REVIEW: Life After Beth

‘You know what was good? Zombieland. Let’s do that’.

You watch as the producers unzip their trousers and wrap their genitals around a pen to sign cheques ‘from me, to me’.

Life After Beth is essentially a short film elongated into a 90 minute joke. It left you concerned that your face wouldn’t recover from the forced smile you’ve unintentionally been holding. It’s like when your boss makes a joke, stares at you and laughs for too long. Your face does a strange double chin, wide eyed grin that you can’t for the life of you shake off. Life After Beth makes you feel as lost and empty inside.

What a fucking shame, because Aubrey Plaza, John C Reilly, Molly Shannon – I was looking forward to see them bounce off each other. Aubrey’s satirical wit alongside Reilly’s and Molly’s dedicated character acting (the Seinfeld character who couldn’t move her arms when she walked has made me who I am now) should have been phenomenal.

Without this, the film is wasted.

It begins with the mourning over Aubrey’s death. We see her boyfriend Dane DeHaan struggling with her death and living with his unsympathetic parents (nice to see Cheryl from Curb playing pretty much the same character with the same tone of voice).
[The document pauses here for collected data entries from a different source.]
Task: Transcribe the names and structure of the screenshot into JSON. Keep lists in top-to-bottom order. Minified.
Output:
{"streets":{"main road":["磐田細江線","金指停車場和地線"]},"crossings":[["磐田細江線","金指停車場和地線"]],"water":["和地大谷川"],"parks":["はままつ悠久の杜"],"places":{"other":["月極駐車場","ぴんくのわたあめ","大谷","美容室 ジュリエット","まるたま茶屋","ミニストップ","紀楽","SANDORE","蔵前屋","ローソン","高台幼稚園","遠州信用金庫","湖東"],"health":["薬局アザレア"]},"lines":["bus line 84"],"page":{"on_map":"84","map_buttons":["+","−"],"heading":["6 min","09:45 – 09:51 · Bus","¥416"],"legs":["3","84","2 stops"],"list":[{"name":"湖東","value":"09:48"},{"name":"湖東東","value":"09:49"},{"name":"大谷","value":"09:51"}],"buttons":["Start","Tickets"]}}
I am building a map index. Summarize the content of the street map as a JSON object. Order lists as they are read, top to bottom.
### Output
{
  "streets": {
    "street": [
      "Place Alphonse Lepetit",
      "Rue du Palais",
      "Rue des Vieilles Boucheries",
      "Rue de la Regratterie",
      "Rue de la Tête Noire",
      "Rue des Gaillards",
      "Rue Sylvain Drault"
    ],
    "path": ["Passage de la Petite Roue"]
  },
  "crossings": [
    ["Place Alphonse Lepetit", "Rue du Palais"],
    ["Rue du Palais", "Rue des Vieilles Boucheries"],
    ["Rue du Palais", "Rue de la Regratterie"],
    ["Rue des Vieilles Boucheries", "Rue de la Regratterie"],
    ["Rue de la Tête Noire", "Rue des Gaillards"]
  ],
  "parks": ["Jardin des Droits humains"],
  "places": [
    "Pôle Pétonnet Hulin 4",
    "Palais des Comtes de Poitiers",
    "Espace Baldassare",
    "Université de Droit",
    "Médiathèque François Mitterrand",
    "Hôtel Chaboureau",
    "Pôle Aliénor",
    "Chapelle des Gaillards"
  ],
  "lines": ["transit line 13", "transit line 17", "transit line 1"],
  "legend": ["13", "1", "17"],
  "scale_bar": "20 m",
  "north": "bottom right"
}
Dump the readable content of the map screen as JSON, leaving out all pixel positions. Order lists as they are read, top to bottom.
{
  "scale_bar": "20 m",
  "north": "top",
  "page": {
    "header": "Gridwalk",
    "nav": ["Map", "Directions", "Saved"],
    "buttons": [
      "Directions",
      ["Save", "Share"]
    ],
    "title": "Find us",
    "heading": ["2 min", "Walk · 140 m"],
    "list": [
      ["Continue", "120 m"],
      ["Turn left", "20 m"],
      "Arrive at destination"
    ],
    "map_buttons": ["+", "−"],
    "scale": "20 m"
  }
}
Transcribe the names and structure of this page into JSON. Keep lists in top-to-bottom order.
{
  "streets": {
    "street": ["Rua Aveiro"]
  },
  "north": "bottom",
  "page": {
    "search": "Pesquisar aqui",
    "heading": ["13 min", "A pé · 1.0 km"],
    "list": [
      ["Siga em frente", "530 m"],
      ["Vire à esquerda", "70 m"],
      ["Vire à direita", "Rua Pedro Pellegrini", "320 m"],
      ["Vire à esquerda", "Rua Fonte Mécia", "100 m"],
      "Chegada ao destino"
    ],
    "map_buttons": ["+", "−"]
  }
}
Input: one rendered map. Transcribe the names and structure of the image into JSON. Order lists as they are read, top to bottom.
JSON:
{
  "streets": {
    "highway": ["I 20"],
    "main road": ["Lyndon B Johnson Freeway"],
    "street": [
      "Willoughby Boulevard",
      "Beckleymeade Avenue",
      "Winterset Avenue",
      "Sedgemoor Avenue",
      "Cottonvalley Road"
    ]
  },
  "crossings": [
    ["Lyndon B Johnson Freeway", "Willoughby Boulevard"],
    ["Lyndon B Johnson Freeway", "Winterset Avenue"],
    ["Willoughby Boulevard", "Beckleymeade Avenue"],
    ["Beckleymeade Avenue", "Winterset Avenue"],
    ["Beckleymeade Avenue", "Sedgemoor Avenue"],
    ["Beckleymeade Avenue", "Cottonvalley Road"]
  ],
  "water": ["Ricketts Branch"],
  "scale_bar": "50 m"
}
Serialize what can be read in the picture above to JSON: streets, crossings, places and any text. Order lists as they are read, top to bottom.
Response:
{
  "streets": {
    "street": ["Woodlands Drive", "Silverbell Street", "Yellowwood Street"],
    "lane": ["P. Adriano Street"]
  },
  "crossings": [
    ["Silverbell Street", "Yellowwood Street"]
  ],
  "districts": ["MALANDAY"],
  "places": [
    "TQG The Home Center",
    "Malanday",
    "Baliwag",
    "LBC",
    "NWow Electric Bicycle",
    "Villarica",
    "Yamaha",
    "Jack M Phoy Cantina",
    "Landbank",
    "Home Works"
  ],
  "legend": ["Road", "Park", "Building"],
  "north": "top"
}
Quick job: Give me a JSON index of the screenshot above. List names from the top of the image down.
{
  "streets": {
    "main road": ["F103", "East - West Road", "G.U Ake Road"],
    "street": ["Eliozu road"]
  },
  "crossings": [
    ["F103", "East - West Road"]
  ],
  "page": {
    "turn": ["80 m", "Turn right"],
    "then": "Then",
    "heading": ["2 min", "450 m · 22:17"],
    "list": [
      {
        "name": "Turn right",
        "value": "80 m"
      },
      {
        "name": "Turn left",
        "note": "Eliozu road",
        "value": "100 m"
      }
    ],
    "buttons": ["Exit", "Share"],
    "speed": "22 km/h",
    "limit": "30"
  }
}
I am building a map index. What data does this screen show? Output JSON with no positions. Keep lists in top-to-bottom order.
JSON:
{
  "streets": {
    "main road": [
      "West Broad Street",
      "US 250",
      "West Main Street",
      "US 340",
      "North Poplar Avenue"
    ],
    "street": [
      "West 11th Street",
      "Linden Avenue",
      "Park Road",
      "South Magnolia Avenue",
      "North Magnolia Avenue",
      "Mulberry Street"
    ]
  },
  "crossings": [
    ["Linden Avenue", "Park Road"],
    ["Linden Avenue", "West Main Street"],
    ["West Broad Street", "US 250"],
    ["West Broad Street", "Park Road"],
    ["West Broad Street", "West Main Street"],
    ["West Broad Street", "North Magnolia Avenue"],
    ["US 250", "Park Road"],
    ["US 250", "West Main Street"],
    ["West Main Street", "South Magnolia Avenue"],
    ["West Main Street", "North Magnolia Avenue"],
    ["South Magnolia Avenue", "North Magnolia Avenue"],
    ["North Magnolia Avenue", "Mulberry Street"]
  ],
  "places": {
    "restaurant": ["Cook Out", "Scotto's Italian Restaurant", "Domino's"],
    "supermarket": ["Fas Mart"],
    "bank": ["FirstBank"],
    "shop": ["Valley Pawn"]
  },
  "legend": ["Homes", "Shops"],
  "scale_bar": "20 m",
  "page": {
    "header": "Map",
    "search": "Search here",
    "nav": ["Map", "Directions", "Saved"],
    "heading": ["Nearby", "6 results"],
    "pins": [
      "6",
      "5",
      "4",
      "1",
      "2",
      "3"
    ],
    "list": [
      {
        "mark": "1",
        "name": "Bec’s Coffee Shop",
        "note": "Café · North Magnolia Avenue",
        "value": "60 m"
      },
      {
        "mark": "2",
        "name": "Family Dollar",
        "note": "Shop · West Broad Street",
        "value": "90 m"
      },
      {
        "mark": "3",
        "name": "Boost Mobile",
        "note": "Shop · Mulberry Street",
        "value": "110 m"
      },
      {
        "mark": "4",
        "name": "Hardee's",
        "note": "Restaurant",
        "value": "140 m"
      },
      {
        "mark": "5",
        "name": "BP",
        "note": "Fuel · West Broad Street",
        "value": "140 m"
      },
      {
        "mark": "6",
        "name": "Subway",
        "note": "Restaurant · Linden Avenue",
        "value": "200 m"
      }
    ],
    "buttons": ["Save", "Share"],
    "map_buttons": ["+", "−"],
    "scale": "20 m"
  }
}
Dane’s a strange looking young man, whose character isn’t developed enough for me to appreciate him, no matter how much I want to.

Life After Beth

There’s a hint of a relationship issue between him and Aubrey, which is brought up briefly, but isn’t explained. In a way, these elements are something I enjoyed about the film. We were looking at a zombie apocalypse through the eyes of a guy who just wants his girlfriend back. So we deal with his anxiety, his love/lust and eventually his jolt to reality. There were issues between them, and she wasn’t going to be with him forever. Despite an apocalypse, this is still a prevalent issue.

 

But, unfortunately, this doesn’t make the film worth watching. We spend a lot of time watching Dane trying to see Aubrey, and Reilly (her dad), stopping him because he’s scared he’ll tell her she’s a zombie. Honestly, that’s most of the film.

Aubrey’s character is a typical teenager, rolling her eyes at her parents, and absentmindedly ignoring them, but she really comes out when her zombie rages cause her to punch through walls and blow up huts, yet keeping the innocent teenage angst behind it all.

I went in to watch an interesting take on the zombie genre and came out wondering how I was duped into sitting through a romcom. It’s average, with around two laugh out loud moments and many, ‘I haven’t laughed in a while so I’ll smile uncomfortably because it’s not cheap coming to the cinema’ moments.